== Task prompt ==
What lines of the data below include the word "weight"? Report them by copying each.

== Records shown ==
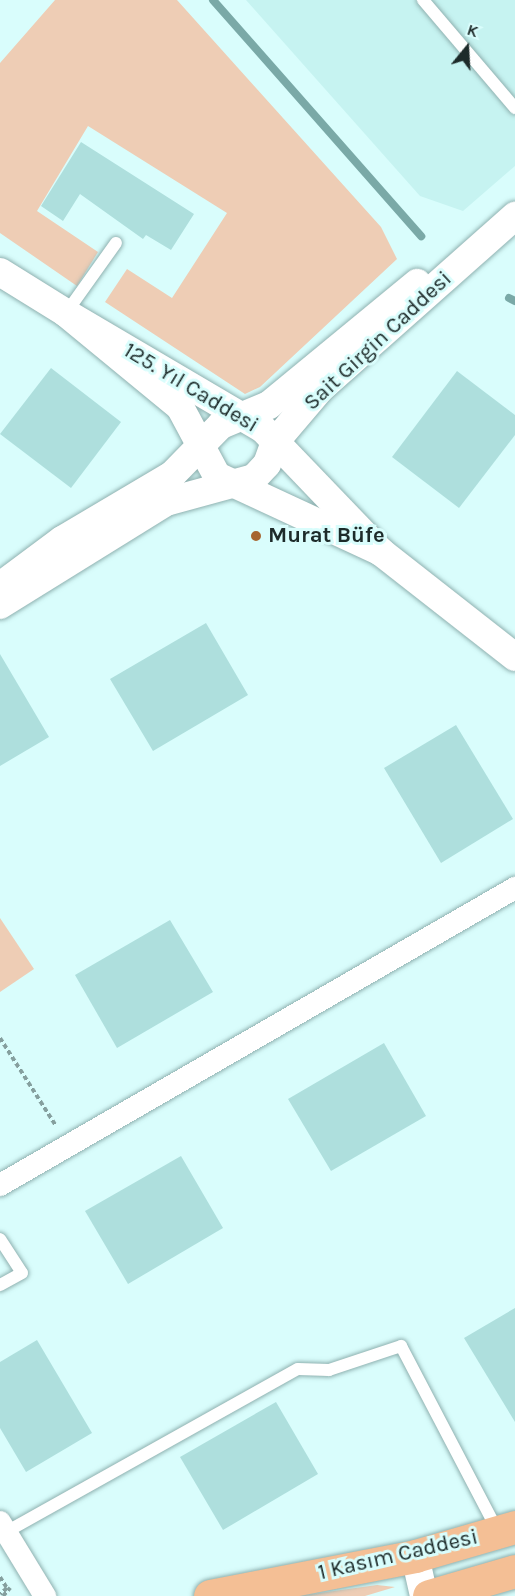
<!DOCTYPE html>
<html>
<head>
<meta charset="utf-8">
<style>
  body { margin:0 }
  #map { position:relative; width:515px; height:1596px; overflow:hidden; background:#d9fdfc; font-family:Karla,sans-serif }
  div>[style] { position:absolute }
  [style*='--x'] { left:calc(var(--x)*1px); top:calc(var(--y)*1px); width:calc(var(--w)*1px); rotate:calc(var(--a)*1deg) }
  .built>* { inset:0; background:#c6f3f1 }
  .green>* { inset:0; background:#eecdb5 }
  .stream>* { height:8px; margin:-4px; padding:0 4px; transform-origin:4px; border-radius:4px; background:#7aa9a7 }
  .building>* { inset:0; background:#aedfdd }
  .path>* { height:4px; margin-top:-2px; transform-origin:0; background:repeating-linear-gradient(90deg,#859f9e 0 4.5px,transparent 0 7.5px) }
  .roads { filter:drop-shadow(0 0 2px #8fb1b0) drop-shadow(0 0 2px #8fb1b0) }
  .service>* { height:12px; margin:-6px; padding:0 6px; transform-origin:6px; border-radius:6px; background:#fff }
  .minor>* { height:22px; margin:-11px; padding:0 11px; transform-origin:11px; border-radius:11px; background:#fff }
  .tertiary>* { height:28px; margin:-14px; padding:0 14px; transform-origin:14px; border-radius:14px; background:#fff }
  .primary>* { height:33px; margin:-16.5px; padding:0 16.5px; transform-origin:16.5px; border-radius:16.5px; background:#f4bf95 }
  .dots>* { width:16px; height:16px; translate:-50% -50%; box-sizing:border-box; border:3px solid #d9fdfc; border-radius:50% }
  span { translate:-50% -50%; white-space:nowrap; text-align:center; line-height:1.15; -webkit-text-stroke:6px #d9fdfc; paint-order:stroke }
  .street-label { font-size:22px; color:#1d2b2a }
  .poi-label { font-size:22px; color:#1d2b2a; font-weight:700 }
  .left { translate:0 -50%; text-align:left }
  .north { position:absolute; left:437px; top:18px; width:60px; height:60px; -webkit-text-stroke:4px #d9fdfc; paint-order:stroke; rotate:18deg; font-size:16px; font-weight:700; line-height:24px; text-align:center; color:#1d2b2a }
  .north::after { content:''; display:block; margin:auto; width:21px; height:27px; background:#1d2b2a; clip-path:polygon(50% 0,100% 100%,50% 72%,0 100%) }
</style>
</head>
<body>
<div id="map">
  <div class="built">
    <i style="clip-path:polygon(246px 0,515px 0,515px 166px,463px 211px,420px 196px)"></i>
  </div>
  <div class="green">
    <i style="clip-path:polygon(55px 0,177px 0,381px 227px,397px 259px,260px 387px,245px 394px,105px 302px,127px 269px,172px 298px,227px 213px,88px 126px,37px 211px,98px 252px,77px 286px,0 233px,0 63px)"></i>
    <i style="clip-path:polygon(0 918px,34px 969px,0 992px)"></i>
    <i style="clip-path:polygon(377px 1585px,395px 1587px,365px 1596px,298px 1596px)"></i>
  </div>
  <div class="stream">
    <i style="--x:213;--y:0;--w:315;--a:48.6"></i>
    <i style="--x:509;--y:298;--w:7;--a:27"></i>
  </div>
  <div class="building">
    <i style="clip-path:polygon(81px 142px,194px 214px,171px 250px,146px 235px,143px 239px,80px 194px,63px 221px,41px 206px)"></i>
    <i style="clip-path:polygon(51px 368px,121px 422px,71px 488px,0 434px)"></i>
    <i style="clip-path:polygon(457px 371px,515px 415px,515px 435px,459px 508px,392px 457px)"></i>
    <i style="clip-path:polygon(206px 623px,248px 695px,153px 751px,110px 679px)"></i>
    <i style="clip-path:polygon(0 654px,49px 737px,0 766px)"></i>
    <i style="clip-path:polygon(456px 725px,513px 819px,441px 863px,384px 768px)"></i>
    <i style="clip-path:polygon(170px 920px,213px 992px,117px 1048px,75px 975px)"></i>
    <i style="clip-path:polygon(384px 1043px,426px 1116px,331px 1171px,288px 1099px)"></i>
    <i style="clip-path:polygon(181px 1156px,223px 1228px,128px 1284px,85px 1211px)"></i>
    <i style="clip-path:polygon(515px 1308px,515px 1422px,464px 1338px)"></i>
    <i style="clip-path:polygon(37px 1340px,92px 1433px,26px 1472px,0 1428px,0 1362px)"></i>
    <i style="clip-path:polygon(276px 1402px,318px 1474px,223px 1530px,180px 1457px)"></i>
  </div>
  <div class="path">
    <i style="--x:0;--y:1038;--w:104;--a:57.5"></i>
    <i style="--x:0;--y:1577;--w:13;--a:58"></i>
    <i style="--x:7;--y:1588;--w:9;--a:139"></i>
    <i style="--x:3;--y:1596;--w:11;--a:-49"></i>
  </div>
  <div class="roads">
    <div class="service">
      <i style="--x:423;--y:0;--w:142;--a:49.6"></i>
      <i style="--x:66;--y:313;--w:86;--a:-54.5"></i>
      <i style="--x:0;--y:1239;--w:40;--a:57.1"></i>
      <i style="--x:22;--y:1273;--w:25;--a:151"></i>
      <i style="--x:6;--y:1532;--w:334;--a:-29.2"></i>
      <i style="--x:298;--y:1369;--w:31;--a:2"></i>
      <i style="--x:329;--y:1370;--w:76;--a:-18.4"></i>
      <i style="--x:401;--y:1346;--w:208;--a:62.4"></i>
    </div>
    <div class="minor">
      <i style="--x:0;--y:1185;--w:595;--a:-29.97"></i>
      <i style="--x:0;--y:1522;--w:87;--a:58.7"></i>
    </div>
    <div class="tertiary">
      <i style="--x:0;--y:272;--w:78;--a:31.8"></i>
      <i style="--x:381;--y:552;--w:181;--a:-155.1"></i>
      <i style="--x:217;--y:476;--w:78;--a:-118.2"></i>
      <i style="--x:180;--y:407;--w:148;--a:-140.5"></i>
      <i style="--x:66;--y:313;--w:229;--a:30.5"></i>
      <i style="--x:263;--y:429;--w:170;--a:46.2"></i>
      <i style="--x:381;--y:552;--w:170;--a:38.1"></i>
      <i style="--x:7;--y:581;--w:69;--a:-36.7"></i>
      <i style="--x:62;--y:540;--w:128;--a:-30.6"></i>
      <i style="--x:172;--y:475;--w:70;--a:-45.6"></i>
      <i style="--x:221;--y:425;--w:52;--a:-22.6"></i>
      <i style="--x:269;--y:405;--w:192;--a:-39.5"></i>
      <i style="--x:0;--y:605;--w:195;--a:-31.8"></i>
      <i style="--x:166;--y:502;--w:91;--a:-15.3"></i>
      <i style="--x:254;--y:478;--w:19;--a:-47"></i>
      <i style="--x:267;--y:464;--w:23;--a:-70"></i>
      <i style="--x:275;--y:442;--w:70;--a:-49.7"></i>
      <i style="--x:320;--y:389;--w:261;--a:-41.6"></i>
      <i style="--x:415;--y:1556;--w:41;--a:77.3"></i>
    </div>
    <div class="primary">
      <i style="--x:210;--y:1596;--w:209;--a:-11"></i>
      <i style="--x:415;--y:1556;--w:104;--a:-16.2"></i>
      <i style="--x:429;--y:1596;--w:90;--a:-16.2"></i>
    </div>
  </div>
  <div class="dots">
    <i style="left:256px;top:536px;background:#a66530"></i>
  </div>
  <div class="street-label">
    <span style="left:378px;top:341px;rotate:-43deg">Sait Girgin Caddesi</span>
    <span style="left:191px;top:388px;rotate:31deg">125. Yıl Caddesi</span>
    <span style="left:398px;top:1555px;rotate:-13deg">1 Kasım Caddesi</span>
  </div>
  <div class="poi-label">
    <span class="left" style="left:268px;top:536px">Murat Büfe</span>
  </div>
  <div class="north">K</div>
</div>
</body>
</html>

== Task response ==
  .poi-label { font-size:22px; color:#1d2b2a; font-weight:700 }
  .north { position:absolute; left:437px; top:18px; width:60px; height:60px; -webkit-text-stroke:4px #d9fdfc; paint-order:stroke; rotate:18deg; font-size:16px; font-weight:700; line-height:24px; text-align:center; color:#1d2b2a }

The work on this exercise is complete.